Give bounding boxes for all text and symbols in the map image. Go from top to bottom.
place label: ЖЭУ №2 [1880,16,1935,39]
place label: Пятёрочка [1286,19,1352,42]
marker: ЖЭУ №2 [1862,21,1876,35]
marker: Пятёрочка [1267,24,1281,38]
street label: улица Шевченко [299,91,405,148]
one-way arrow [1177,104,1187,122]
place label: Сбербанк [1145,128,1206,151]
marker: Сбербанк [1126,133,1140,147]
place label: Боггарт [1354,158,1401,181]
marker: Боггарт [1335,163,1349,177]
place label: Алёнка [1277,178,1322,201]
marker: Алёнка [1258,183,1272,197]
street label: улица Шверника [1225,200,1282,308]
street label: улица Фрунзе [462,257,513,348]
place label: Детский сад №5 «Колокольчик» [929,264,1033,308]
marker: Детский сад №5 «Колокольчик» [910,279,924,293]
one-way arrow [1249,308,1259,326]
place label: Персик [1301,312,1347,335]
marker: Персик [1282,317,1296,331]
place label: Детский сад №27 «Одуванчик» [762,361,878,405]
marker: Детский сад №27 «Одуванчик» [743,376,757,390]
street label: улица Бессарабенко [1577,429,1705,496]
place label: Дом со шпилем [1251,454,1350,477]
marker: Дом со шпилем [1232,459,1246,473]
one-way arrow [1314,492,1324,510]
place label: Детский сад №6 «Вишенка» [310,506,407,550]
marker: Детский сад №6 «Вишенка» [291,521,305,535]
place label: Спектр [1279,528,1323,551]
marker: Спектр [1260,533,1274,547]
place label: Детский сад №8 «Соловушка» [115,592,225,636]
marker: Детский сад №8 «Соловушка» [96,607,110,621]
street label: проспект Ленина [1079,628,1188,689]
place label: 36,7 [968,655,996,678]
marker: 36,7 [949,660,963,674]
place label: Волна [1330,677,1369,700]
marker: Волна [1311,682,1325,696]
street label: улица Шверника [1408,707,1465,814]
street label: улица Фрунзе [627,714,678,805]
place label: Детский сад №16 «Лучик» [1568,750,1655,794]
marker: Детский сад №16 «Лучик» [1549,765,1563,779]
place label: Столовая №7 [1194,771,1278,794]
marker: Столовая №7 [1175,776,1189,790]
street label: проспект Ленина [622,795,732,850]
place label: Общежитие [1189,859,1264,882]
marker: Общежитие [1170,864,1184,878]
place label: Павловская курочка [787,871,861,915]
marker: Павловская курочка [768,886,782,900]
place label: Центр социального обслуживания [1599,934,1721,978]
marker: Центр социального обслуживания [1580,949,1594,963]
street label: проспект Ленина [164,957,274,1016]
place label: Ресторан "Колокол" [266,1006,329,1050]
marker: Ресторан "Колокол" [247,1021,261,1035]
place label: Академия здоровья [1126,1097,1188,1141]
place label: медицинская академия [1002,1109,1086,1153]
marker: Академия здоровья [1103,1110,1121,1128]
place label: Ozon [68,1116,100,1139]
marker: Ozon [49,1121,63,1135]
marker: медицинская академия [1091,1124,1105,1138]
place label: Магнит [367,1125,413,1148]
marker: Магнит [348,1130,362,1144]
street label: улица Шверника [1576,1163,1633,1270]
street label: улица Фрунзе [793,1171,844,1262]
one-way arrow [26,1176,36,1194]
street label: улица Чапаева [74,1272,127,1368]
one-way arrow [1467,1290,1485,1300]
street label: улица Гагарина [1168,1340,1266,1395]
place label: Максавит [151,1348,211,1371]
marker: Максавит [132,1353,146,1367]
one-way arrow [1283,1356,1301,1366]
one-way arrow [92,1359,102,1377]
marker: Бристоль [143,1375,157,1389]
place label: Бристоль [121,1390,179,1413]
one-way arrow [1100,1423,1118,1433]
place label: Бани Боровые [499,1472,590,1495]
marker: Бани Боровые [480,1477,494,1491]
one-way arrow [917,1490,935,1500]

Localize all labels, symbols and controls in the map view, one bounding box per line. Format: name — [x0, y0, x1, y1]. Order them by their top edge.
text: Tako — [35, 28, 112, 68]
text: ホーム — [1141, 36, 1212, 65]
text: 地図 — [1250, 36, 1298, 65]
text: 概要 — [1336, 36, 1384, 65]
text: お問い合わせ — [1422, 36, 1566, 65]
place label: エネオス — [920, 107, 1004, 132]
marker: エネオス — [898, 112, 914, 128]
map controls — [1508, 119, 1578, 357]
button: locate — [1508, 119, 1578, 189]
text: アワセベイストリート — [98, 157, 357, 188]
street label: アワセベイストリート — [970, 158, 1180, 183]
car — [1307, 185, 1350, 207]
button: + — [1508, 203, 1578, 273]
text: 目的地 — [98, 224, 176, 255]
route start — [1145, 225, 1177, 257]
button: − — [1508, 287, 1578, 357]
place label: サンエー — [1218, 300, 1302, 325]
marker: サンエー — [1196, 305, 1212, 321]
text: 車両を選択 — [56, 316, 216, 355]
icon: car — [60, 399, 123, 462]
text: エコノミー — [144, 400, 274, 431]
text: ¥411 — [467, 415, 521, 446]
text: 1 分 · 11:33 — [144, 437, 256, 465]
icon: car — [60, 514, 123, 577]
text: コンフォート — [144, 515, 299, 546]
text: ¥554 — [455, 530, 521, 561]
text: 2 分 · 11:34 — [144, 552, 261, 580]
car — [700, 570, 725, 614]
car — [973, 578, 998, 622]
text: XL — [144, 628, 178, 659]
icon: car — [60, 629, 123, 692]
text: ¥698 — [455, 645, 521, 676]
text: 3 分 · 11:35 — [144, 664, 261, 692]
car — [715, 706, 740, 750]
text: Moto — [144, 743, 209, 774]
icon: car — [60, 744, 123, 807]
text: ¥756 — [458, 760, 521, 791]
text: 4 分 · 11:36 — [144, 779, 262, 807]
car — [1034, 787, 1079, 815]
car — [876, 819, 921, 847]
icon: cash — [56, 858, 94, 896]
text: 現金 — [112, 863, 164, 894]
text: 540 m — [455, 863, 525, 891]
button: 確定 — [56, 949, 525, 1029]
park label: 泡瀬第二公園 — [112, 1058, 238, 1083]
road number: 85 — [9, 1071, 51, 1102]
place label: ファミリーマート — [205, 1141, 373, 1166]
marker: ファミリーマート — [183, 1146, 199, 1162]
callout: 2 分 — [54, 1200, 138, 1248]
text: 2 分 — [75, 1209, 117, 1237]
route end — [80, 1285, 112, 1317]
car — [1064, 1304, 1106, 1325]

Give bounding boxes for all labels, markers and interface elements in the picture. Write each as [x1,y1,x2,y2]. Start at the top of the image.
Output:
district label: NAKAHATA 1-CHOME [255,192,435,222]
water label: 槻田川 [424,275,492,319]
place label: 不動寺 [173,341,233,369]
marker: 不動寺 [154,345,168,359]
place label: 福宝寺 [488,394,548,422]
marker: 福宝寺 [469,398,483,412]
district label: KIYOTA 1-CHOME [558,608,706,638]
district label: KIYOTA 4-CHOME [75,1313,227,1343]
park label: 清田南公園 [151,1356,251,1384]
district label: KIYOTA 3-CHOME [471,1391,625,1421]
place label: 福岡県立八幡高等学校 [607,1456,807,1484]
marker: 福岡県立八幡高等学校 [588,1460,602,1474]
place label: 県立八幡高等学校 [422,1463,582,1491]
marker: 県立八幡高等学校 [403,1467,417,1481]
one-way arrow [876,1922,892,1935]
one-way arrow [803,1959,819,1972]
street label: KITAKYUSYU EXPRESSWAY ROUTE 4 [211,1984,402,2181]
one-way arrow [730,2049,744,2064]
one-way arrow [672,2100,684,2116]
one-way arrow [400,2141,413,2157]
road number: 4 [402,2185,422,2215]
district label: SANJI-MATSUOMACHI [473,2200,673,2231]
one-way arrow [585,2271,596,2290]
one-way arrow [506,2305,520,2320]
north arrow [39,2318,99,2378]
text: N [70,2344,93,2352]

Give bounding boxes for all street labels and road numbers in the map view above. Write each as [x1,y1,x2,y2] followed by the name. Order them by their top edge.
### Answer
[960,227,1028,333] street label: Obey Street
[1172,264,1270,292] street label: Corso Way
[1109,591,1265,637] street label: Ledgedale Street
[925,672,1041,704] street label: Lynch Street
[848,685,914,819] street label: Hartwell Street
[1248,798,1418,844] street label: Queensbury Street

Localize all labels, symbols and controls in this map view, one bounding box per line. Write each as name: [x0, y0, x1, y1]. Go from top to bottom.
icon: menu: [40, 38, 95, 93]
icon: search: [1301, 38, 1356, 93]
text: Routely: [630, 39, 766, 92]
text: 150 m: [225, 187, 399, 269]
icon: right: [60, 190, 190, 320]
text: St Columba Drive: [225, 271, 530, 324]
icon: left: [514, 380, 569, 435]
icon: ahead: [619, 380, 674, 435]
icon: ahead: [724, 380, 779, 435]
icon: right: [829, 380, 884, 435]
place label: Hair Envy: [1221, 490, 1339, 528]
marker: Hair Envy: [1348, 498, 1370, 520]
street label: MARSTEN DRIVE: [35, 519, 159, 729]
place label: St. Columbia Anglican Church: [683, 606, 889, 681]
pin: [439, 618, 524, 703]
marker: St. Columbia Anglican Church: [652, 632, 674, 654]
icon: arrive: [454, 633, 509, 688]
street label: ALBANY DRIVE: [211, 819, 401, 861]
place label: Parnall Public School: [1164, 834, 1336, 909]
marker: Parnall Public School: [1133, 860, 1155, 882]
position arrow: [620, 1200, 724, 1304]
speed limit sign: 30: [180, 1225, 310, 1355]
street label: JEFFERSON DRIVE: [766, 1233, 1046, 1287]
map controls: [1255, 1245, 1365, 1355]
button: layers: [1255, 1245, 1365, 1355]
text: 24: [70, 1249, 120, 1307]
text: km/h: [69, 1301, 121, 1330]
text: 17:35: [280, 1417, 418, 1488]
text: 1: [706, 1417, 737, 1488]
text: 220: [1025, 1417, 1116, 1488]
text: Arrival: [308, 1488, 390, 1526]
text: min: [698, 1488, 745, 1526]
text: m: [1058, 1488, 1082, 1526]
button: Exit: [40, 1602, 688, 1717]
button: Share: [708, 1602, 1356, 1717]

_____

* _PROBLEM STATEMENT_:
Show every line of the records above that contains the word "Order".

* _EXERCISE ANSWER_:
Localize all labels, symbols and controls in the map view, one bounding box per line. Format: name — [x0, y0, x1, y1]. Order them by their top edge.
Give bounding boxes for all street labels and road numbers in the map view above. Write each as [x1,y1,x2,y2] followed by the name. Order them by their top edge.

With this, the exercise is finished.